『ブレイジング・エース!』からの縦軸と横軸




 この記事は、ボドゲ紹介 Advent Calendar 2025の11日目の記事です。

 クニツィアによる1995年のトランプゲーム本『ブレイジング・エース!』が超面白いゲームの宝庫でして、ぜひ遊んでほしいので今日はその紹介から始めつつ、そこから派生して語れるトランプゲームやボードゲームへと話を広げていきます。

「オレゴン」と「ポートランド」

 同書のトップに紹介されている「オレゴン」がもうすごい。ポーカー役を使ったソリティアです。『ブレイジング・エース!』はポーカー役を使ってクニツィアが作ったオリジナルゲーム集で、それぞれの役にこの本独自の点数が割り当てられています。ですから「オレゴン」は役と点数に慣れるための、この本全体の導入という役割も担っています。
 「オレゴン」は普通のトランプ52枚を使います。最初に山札をよく切って、上から5枚めくって自分の前に一列に並べたら準備完了です。山札から1枚引いて、「いまの列の1枚を上書きする」「新しい列を始める」かの二択を、山札を使い切るまで繰り返すだけです。新しい列を始めるときは、直前の列の下にめくった1枚を置いて、山札から4枚を追加します。なので、作った列のカードは、上書きされたカードを除いてすべて見られます。
 目的はスコアアタックで、役の点数は低い順に次のようになっています。

『ブレイジング・エース!』でのポーカー役の点数
点数備考
ハイカード0いわゆる「役なし」。本書ではプラグド・ニッケルと呼ばれます
ワンペア1
ツーペア2
スリーカード3スリー・オブ・ア・カインドとも
ストレート3
フラッシュ3
フルハウス5
フォーカード7フォー・オブ・ア・カインドとも
ストレートフラッシュ10

 この点数は『ブレイジング・エース!』全体を通して共通で、「オレゴン」はこの合計をより高くしたいよ、というゲームです。本の中では20点がひとつの目標として提示されています。実際やってみると20点は結構難しいです。山札をシャッフルしたらすぐ開始できるので、ついついもう1回……となってしまいます。好きすぎて(?)自分用にiPhoneアプリを作って遊んでるくらいです。家にトランプあったらやってほしい。まあやれ。1枚引くごとに「これどうしよう……フルハウス諦めてツーペアで妥協する? いやここで7点稼げたらウマいし……」という、とてもクニツィアっぽい悩みが味わえます。
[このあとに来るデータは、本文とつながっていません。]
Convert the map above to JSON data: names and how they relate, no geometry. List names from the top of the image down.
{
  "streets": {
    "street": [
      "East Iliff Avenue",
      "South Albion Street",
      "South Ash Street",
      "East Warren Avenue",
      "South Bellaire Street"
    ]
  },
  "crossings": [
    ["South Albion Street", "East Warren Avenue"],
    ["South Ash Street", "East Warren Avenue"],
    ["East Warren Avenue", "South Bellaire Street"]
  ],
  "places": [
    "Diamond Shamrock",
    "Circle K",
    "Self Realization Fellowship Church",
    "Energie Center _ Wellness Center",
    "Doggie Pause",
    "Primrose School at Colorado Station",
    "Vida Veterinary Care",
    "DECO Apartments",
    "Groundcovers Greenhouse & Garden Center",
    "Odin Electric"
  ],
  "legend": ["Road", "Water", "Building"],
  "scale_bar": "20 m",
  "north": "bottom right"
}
 「オレゴン」はソリティアですが、同書の2作目はこのルールをそのまま多人数に拡張した「ポートランド」というゲームです。1人1デッキ、つまり人数分のトランプが必要ですが、これもたいへん良い。
 6ラウンドを行います。各ラウンドでは最初に自分の山札から5枚並べて、自分の番になったら「ストップする、または1枚引いて上書きする」を選びます。ストップを選ぶと自分の役はそこで確定し、このラウンドではもう手番は回りません。1枚引いたら必ずどれか1枚を上書きします。「ポートランド」では役の点数は使わず、他人よりも自分の役が高ければ高得点がもらえる相対的なスコアリングなので、相手の役を見ながら勝負するか降りるか決めることになります。全員がストップしたらラウンドが終わり、順位点をつけ、使ったカードを破棄して、次のラウンドの新しい5枚列を始めます。ほぼ同じルールなのに遊び味はだいぶ違います。すげえです。2~5人とありますが、8人くらいまでは回ります。
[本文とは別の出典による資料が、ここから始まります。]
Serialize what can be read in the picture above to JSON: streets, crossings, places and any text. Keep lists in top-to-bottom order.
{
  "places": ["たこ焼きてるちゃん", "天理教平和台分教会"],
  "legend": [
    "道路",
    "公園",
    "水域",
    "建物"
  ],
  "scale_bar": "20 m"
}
 『ブレイジング・エース!』には他にも、カードドラフトを主眼に据えた「サクラメント」「ボナンザ」「ナゲット」や、『バトルライン』っぽい2人用ゲーム「イースト・ウエスト」など秀作が目白押しです。個人的には『古代ローマの新しいゲーム』と並ぶクニツィア初期の傑作だと思ってまして、気になったらぜひ一冊買ってください。Amazonリンクを貼っておきます(アフィリエイトないので安心して踏んでください)。

ポーカー役の応用

 ここで終わりでも全然いいのですが、ゲーム内容についてもう一歩踏み込んでみます。
 訳者の竹田原さんもあとがきに書かれているように、『ブレイジング・エース!』はポーカー役を使ってはいますが、ゲーム性はポーカー的ではありません。いわゆるポーカーはホールデムにしろドローポーカーにしろ、ベットラウンドを経て相手と役の高低を競います。ゲームの主眼はベットによるチップ枚数のマネジメントです。特にホールデムは配られた手札は一切替えられない、つまりカードプレイの技術が存在しません。ハンドとコミュニティカードによる役の強さや確率の見積もり、チップの賭け方、テルやブラフといった対人要素、そうした技術のゲームです。
 一方、『ブレイジング・エース!』はカードプレイの方法によって様々なゲームを作っています。ルールを少し変えるだけで多くのバリアントができることも作者のクニツィア自身が例示し、かつ推奨しています(ですから、これを読むだけでも相当ゲームデザインの勉強になります)。本書ではポーカー役は得点方式でしかなく、紹介されているゲームはいずれもポーカーではない、クニツィアのオリジナルゲームです。もっと言えば、本書が示しているのは、ポーカー役を点数やプレイングの部品として他のゲームに流用できるということです。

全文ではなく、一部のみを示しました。